But what does this mean for one of the big investments of 2011?

Well. As you could tell by reading this blog for the last year or two, a lot of people believed big debt would be answered only by more big government spending, resulting in big currency devaluation and even bigger inflation. And it was this debasement of currency, the bullion bunnies argued, that would propel gold (and silver) into the stratosphere and eventually lead to a new, commodity-based money.

Well, that might still happen. But the commodity may have hooves and a raspy tongue.

The best-performing real assets this year? Pigs and cows.

Hm. So what to make of such fallen expectations?

Since this pathetic blog crawled from the primordial ooze (I should clean the Bunker more often), I’ve argued against our infatuation with the physical. For reasons I have pounded into sand, real estate will disappoint mightily in the years ahead, now completely unsupported by economic fundamentals and held aloft by duct tape, HGTV, fleeting aspirations and delusional mothers-in-law.
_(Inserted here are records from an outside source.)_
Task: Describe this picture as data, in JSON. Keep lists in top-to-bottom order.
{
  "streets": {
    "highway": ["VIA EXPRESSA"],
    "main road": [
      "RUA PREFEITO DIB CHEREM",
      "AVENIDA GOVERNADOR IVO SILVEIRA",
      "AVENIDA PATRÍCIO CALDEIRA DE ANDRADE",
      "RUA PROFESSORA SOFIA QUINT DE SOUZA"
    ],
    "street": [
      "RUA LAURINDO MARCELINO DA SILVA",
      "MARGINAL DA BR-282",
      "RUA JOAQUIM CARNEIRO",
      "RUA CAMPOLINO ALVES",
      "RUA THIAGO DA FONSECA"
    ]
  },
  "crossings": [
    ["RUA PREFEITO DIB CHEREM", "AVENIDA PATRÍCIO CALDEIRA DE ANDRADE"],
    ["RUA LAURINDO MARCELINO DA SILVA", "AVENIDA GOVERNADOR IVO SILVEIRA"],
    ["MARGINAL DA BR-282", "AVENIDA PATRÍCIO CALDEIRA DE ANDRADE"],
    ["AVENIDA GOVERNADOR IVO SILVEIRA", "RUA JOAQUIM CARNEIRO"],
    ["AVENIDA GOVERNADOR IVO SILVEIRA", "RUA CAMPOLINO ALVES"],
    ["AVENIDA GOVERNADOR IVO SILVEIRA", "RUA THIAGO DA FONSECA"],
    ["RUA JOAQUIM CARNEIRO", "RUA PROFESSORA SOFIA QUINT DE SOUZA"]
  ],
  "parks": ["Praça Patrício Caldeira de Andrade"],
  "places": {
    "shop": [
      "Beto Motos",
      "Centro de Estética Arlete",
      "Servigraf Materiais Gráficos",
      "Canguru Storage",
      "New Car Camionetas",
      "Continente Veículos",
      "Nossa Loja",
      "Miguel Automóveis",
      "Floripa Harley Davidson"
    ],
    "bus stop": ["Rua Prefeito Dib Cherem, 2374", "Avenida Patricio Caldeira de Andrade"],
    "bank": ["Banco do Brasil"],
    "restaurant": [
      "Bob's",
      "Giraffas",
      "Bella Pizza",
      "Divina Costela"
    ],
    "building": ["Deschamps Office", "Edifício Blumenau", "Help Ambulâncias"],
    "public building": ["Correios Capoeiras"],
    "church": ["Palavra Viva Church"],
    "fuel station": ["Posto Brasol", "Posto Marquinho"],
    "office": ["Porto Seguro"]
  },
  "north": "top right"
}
No match for debt, lost jobs or swampy incomes.

Gold, too, rode a big, emotional path skyward before stalling – yellow stuff that pays no interest or dividends, has limited use and which 99% of people don’t have since an iPad is so much more fun. The metalheads thought a debt crisis would bring down America, usher in a cleansing depression and leave them resplendent with wealth. Instead they have pieces of metal they’ll sell for less in a few years to start an RRSP.

Sometimes big sucks. Especially for the suckers.

199 comments ↓

#1 mac on 11.14.11 at 9:52 pm

I’d take that almost 25% increase in gold in a heartbeat.

As for your statment: “In Canada, less government spending, more provincial and property taxes, a smaller civil service, slower economy and stagnant household incomes.”

I think that should read, in Canada more government spending, less taxes for business, same sized civil service for now and due to the slower global economy.

We are on the cusp of more fiscal stimulus and possibly even a rate cut.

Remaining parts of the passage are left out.